Warnung vor "Eskalation politisch motivierter Gewalt" - Bewaffnete stürmten in Kathedrale zivilgesellschaftliche Versammlung, bei der es um die Regierungspläne zum nächsten Staatsbudget ging
Nairobi, 24.06.2026 (KAP) Nach dem Angriff auf eine zivilgesellschaftliche Versammlung in der anglikanischen All Saints Cathedral in Nairobi haben die katholischen Bischöfe Kenias vor einer Eskalation politisch motivierter Gewalt gewarnt und gefordert, die Verantwortlichen zur Rechenschaft zu ziehen. In einem Hirtenbrief äußert sich die Bischofskonferenz laut Nachrichtendienst Fides (Mittwoch) "zutiefst besorgt" über die Sicherheit kirchlicher Einrichtungen und demokratischer Versammlungen. Der Angriff reiht sich in eine Serie von Spannungen im Vorfeld der Wahlen in Kenia 2027 ein. Die Kirchen geraten dabei zunehmend als Orte politischer Auseinandersetzungen in den Fokus.
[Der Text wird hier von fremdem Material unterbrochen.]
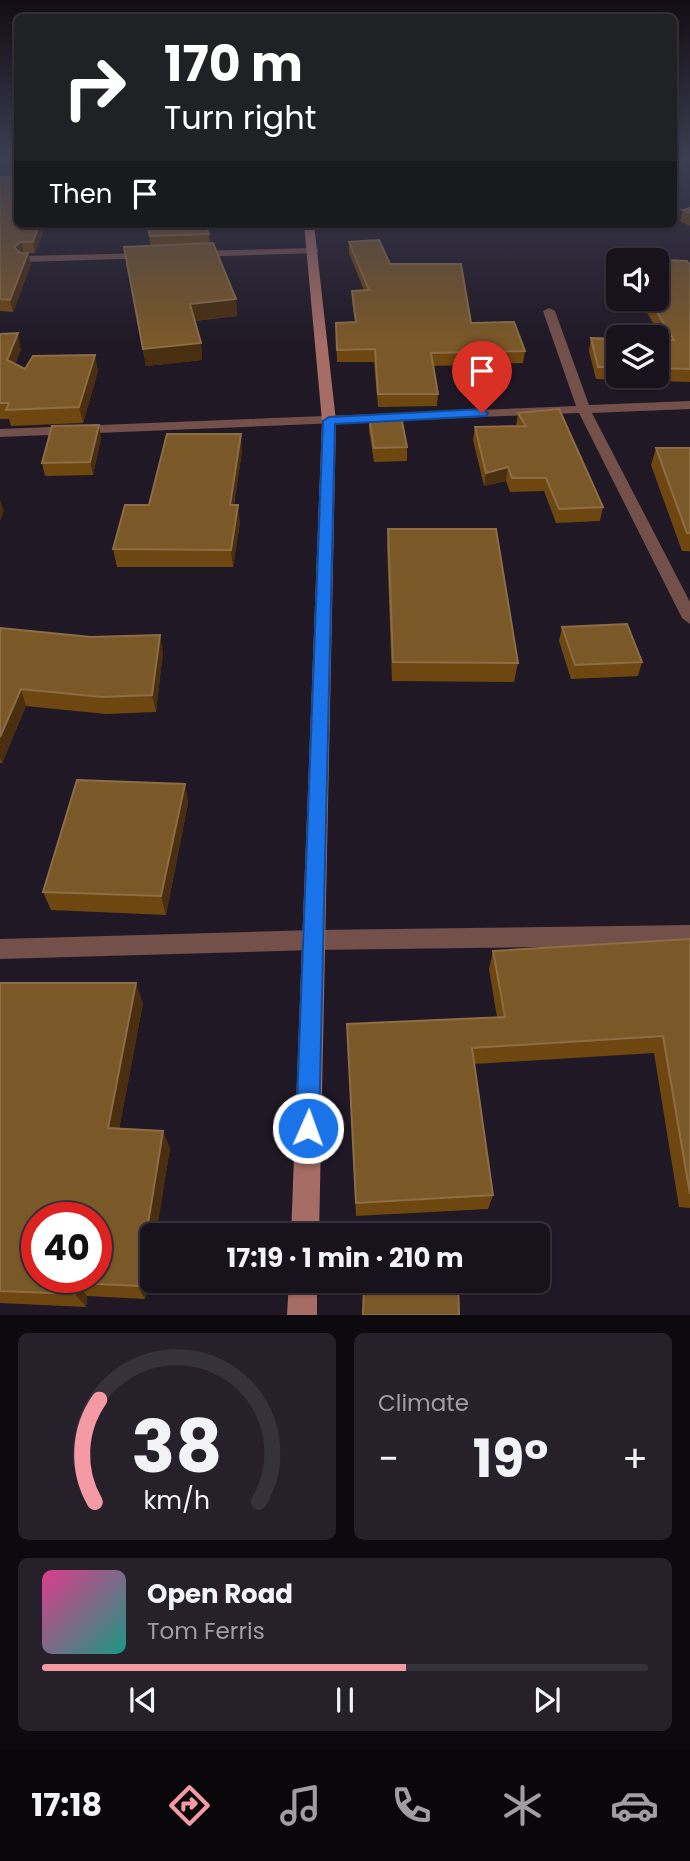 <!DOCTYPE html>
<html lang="en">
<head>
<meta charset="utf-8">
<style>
  body { margin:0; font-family:Poppins,sans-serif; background:#252029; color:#f1f3f6; height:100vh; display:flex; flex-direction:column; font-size:26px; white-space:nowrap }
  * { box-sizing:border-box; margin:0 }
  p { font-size:23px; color:#9f9ea3 }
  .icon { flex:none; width:38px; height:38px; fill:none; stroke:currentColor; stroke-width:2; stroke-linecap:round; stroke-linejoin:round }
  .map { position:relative; height:1315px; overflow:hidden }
  .side { display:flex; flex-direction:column; gap:18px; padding:18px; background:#0d0a0f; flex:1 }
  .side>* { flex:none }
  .guide { position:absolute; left:14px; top:14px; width:663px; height:214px; border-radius:10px; box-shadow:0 2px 5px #0004,0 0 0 2px #36323b; background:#202124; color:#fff; overflow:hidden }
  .controls { position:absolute; left:606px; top:248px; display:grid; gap:14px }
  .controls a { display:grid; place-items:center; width:63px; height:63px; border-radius:10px; background:#18121c; box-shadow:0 2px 5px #0004,0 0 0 2px #36323b; font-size:35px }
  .speed { position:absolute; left:21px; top:1202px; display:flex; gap:14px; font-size:35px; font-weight:700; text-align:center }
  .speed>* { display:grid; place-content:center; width:91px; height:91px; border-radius:50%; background:#18121c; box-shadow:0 2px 5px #0004,0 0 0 2px #36323b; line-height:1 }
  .speed .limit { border:10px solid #d22; background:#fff; color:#111 }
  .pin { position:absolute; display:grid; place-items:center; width:60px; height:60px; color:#fff; margin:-72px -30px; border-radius:50% 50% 50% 0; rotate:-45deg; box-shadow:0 0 7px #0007 }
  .pin .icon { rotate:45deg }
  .me { position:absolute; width:77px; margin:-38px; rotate:2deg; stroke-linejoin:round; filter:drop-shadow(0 0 5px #0008) }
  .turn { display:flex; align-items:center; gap:24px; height:147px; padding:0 35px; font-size:32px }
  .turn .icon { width:91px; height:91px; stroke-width:2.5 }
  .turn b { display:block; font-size:49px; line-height:60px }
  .then { display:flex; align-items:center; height:66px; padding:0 35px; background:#0003; gap:14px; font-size:26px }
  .big { font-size:52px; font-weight:700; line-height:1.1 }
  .side .widget { flex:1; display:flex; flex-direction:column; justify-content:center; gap:10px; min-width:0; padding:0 24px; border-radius:10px; background:#252029 }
  .side .dial { align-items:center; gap:0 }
  .dial svg { height:182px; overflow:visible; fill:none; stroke:#36323b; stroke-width:7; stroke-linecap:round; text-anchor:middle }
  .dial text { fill:#f1f3f6; stroke:none }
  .song { display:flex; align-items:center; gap:21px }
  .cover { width:84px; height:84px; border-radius:10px; background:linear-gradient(135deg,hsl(330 70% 55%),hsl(170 70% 35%)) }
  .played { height:7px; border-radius:4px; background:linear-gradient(90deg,#f49aa4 60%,#36323b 60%) }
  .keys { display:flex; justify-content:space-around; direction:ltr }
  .heat { display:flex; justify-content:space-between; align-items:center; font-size:38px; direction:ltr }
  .side .tiles { flex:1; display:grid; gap:18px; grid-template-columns:1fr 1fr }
  .widget:last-child { grid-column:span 2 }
  .trip { position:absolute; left:140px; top:1223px; width:410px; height:70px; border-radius:10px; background:#18121c; box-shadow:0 2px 5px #0004,0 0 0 2px #36323b; font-weight:700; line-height:70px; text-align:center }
  .tab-bar { display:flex; height:112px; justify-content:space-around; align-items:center; background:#0a070b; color:#9f9ea3 }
  .tab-bar .icon { width:49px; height:49px }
  .tab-bar .selected { color:#f49aa4 }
  .tab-bar b { font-size:32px; color:#f1f3f6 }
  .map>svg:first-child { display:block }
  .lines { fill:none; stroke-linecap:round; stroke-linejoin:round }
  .street { fill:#74504b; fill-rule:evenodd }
  .secondary { fill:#a66d66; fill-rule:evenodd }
  .wall { fill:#6e4710 }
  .shaded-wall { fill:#492e0f }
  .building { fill:#7b5828; stroke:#8c6d46; stroke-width:2; fill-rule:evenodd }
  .route { fill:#1a73e8; stroke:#114b97; stroke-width:2 }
</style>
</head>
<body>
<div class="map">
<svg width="690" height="1315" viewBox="0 0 690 1315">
  <rect width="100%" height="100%" fill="#201825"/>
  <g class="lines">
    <path class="street" d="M 314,248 L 318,249 L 318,253 L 195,257 L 190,254 L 195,251 Z
      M 150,253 L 155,256 L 154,258 L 24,262 L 19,259 L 24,256 Z
      M 549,308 L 555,311 L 589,405 L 690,401 L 690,409 L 592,413 L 690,602 L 690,624 L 682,618 L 579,413 L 0,437 L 0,429 L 576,406 L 543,311 Z
      M 690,925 L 690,945 L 313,950 L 0,959 L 0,939 L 313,930 Z"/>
    <path class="secondary" d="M 304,224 L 314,224 L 336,421 L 319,1236 L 291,1236 L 322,421 Z
      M 289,1281 L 317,1281 L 317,1315 L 287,1315 Z"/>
  </g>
  <path class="wall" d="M 0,177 L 18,224 L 46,224 L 35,253 L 28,253 L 31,264 L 13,312 L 0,311 Z
    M 690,208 L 690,226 L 680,221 L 683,210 Z
    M 146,224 L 205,224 L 209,234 L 210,243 L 236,299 L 237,316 L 195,321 L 201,343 L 202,360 L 146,366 L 127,263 L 151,246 Z
    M 349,242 L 390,264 L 471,323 L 525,351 L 523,363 L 433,366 L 438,394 L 437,406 L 378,407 L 374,362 L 337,362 L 336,323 L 355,322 L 352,302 L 352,291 L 364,290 L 349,253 Z
    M 624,258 L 687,261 L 690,265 L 690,382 L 596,379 L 589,351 L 591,338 L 618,339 L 618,376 L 656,376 L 656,340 L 663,340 L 639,299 L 656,299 L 656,261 L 623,261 Z
    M 0,334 L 21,349 L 15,364 L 25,369 L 98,371 L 83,423 L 11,426 L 9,419 L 0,419 Z
    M 518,413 L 603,507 L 600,521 L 556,523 L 544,491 L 510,492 L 506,481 L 484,486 L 473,440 L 475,427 L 516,426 Z
    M 369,417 L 407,447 L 407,461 L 374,462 L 369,430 Z
    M 101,438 L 93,475 L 45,476 L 42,463 Z
    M 656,448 L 690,448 L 690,552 L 689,551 L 682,551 L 651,465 Z
    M 242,451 L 234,505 L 240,522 L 233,567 L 117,567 L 113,549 L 149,505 Z
    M 388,529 L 518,663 L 514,682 L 392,681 L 387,548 Z
    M 562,627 L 642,662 L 638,676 L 571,679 L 559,641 Z
    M 0,628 L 163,651 L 156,712 L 106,714 L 26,706 L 2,763 L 0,763 Z
    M 185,784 L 188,803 L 166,915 L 51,910 L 43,892 Z
    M 690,939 L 690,1208 L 679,1207 L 654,1053 L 474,1064 L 493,1195 L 488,1209 L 356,1216 L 347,1024 L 497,1017 L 489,969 L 493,951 Z
    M 0,983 L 143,1003 L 119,1129 L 170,1148 L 145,1299 L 87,1296 L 86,1307 L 0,1303 Z"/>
  <path class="shaded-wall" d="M 39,224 L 46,224 L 35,253 L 33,242 Z
    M 21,242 L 24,253 L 17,258 L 14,247 Z
    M 28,253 L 31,264 L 13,312 L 10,300 Z
    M 236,299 L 237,316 L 192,321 L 190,304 Z
    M 18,333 L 21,349 L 11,376 L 7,360 Z
    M 201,343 L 202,360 L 146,366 L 143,349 Z
    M 95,355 L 98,371 L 83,423 L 79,407 Z
    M 99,425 L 101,438 L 93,475 L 90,462 Z
    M 241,434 L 242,451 L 231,522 L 230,505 Z
    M 508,467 L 506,481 L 484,486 L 486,473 Z
    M 0,499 L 4,511 L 0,521 Z
    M 238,505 L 240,522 L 233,567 L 231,550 Z
    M 160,635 L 163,651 L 156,712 L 152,695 Z
    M 21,689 L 26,706 L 2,763 L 0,758 L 0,737 Z
    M 185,784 L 188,803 L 166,915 L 161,896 Z
    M 136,983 L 143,1003 L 116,1146 L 108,1128 Z
    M 163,1131 L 170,1148 L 156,1236 L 152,1236 L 152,1256 L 145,1299 L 138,1286 Z
    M 78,1283 L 87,1296 L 86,1307 L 75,1294 Z"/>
  <path class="building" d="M 0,177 L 18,177 L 18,224 L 39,224 L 33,242 L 21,242 L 14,247 L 20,253 L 28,253 L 10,300 L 0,299 Z
    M 690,208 L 690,213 L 683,210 Z
    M 147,224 L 205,224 L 209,234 L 150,236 Z
    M 379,240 L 390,264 L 461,264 L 471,323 L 514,322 L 525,351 L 431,353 L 438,394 L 378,394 L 375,349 L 337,350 L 336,323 L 356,322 L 352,291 L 369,290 L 349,242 Z
    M 213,243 L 236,299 L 190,304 L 201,343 L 143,349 L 124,247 Z
    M 624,258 L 687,261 L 690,265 L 690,369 L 656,368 L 656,340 L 674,340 L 649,299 L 656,299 L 656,261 L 626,261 Z
    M 18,333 L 7,360 L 25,369 L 33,356 L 95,355 L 79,407 L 6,410 L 9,403 L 0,403 L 0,334 Z
    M 591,338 L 618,339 L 618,367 L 598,367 Z
    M 559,409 L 603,507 L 559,509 L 546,478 L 512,478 L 508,467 L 486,473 L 475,427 L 526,426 L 518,413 Z
    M 401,416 L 407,447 L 374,448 L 369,417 Z
    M 99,425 L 90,462 L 42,463 L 52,426 Z
    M 167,434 L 241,434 L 230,505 L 238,505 L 231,550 L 113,549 L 125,505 L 149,505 Z
    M 656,448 L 690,448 L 690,533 L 687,533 Z
    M 388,529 L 496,529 L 518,663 L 393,662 Z
    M 627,624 L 642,662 L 575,665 L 562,627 Z
    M 0,628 L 91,637 L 160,635 L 152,695 L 102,697 L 21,689 L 0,737 Z
    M 77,780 L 185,784 L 161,896 L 43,892 Z
    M 690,939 L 690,1194 L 663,1036 L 472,1048 L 493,1195 L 356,1203 L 347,1024 L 505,1017 L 493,951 Z
    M 0,983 L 136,983 L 108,1128 L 163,1131 L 138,1286 L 78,1283 L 75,1294 L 0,1291 ZM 37,1218 L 96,1218 L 96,1278 L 37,1278 Z
    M 364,1281 L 458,1281 L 459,1315 L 363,1315 Z"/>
  <linearGradient id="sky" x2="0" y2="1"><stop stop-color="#120d14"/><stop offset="0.46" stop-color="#3c3d51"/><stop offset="1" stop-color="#3c3d51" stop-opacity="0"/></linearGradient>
  <rect width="690" height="343" fill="url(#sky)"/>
  <path class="route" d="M 482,409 L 488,413 L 486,416 L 335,424 L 319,1128 L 316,1136 L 308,1140 L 299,1136 L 296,1128 L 323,421 L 329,417 Z"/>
</svg>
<div class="controls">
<a><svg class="icon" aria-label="sound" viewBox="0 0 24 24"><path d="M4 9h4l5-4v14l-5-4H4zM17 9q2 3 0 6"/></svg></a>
<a><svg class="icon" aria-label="layers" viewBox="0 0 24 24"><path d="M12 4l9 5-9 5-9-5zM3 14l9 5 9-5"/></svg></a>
</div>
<div class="speed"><div class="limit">40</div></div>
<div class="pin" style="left:482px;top:413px;background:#d93025"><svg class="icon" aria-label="arrive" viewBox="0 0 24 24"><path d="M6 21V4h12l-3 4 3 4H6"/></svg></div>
<svg class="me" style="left:308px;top:1128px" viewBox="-20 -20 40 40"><circle r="17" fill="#1a73e8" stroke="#fff" stroke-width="3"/><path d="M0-11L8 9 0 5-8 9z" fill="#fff"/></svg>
<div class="trip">17:19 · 1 min · 210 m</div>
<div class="guide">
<div class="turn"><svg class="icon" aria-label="right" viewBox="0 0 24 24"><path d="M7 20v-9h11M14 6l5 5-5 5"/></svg><div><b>170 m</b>Turn right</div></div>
<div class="then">Then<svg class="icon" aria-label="arrive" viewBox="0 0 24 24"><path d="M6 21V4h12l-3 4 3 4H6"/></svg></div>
</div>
</div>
<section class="side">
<div class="tiles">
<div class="widget dial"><svg viewBox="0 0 100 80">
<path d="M14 69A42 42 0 1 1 86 69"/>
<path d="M14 69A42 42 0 0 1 16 24" stroke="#f49aa4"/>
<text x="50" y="56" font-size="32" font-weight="700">38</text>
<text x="50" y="72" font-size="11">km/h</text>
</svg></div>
<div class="widget"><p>Climate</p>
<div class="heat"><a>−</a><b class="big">19°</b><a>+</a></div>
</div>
<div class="widget">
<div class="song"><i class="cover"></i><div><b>Open Road</b><p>Tom Ferris</p></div></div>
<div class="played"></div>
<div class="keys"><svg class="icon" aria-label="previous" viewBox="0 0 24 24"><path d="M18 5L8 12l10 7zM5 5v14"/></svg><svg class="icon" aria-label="pause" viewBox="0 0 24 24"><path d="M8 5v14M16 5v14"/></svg><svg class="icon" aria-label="next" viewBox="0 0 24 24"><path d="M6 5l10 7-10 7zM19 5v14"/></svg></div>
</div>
</div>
</section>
<nav class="tab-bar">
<b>17:18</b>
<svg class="icon selected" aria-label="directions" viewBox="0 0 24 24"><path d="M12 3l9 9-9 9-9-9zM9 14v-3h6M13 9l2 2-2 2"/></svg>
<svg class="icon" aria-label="music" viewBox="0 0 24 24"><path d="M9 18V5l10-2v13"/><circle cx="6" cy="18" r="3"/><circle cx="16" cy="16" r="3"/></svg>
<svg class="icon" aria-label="phone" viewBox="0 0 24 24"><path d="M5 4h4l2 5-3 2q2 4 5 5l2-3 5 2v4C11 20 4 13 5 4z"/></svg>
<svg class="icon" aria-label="climate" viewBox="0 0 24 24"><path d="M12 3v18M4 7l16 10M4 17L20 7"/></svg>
<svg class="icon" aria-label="car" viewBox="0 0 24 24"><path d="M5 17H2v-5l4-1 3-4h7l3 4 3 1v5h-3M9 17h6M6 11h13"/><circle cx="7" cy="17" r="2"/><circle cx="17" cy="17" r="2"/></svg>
</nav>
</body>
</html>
Der Vorfall ereignete sich am 12. Juni während einer Veranstaltung, bei der Vertreter aus Zivilgesellschaft und Kirche die kurz zuvor präsentierten Regierungspläne zum nächsten Staatsbudget diskutierten. Eine Gruppe bewaffneter und teils maskierter Männer überwand Sicherheitskräfte, drang auf das Gelände der Kathedrale ein, stürmte die Veranstaltung und bedrohte Teilnehmer, wie zuletzt öffentlich gewordene Aufnahmen von Sicherheitskameras zeigen. Im Zuge der Attacke wurde laut Medienberichten auch Tränengas eingesetzt, es gab Schüsse und Fensterscheiben sowie Fahrzeuge wurden beschädigt. Die Polizei soll später mit Warnschüssen eingegriffen haben.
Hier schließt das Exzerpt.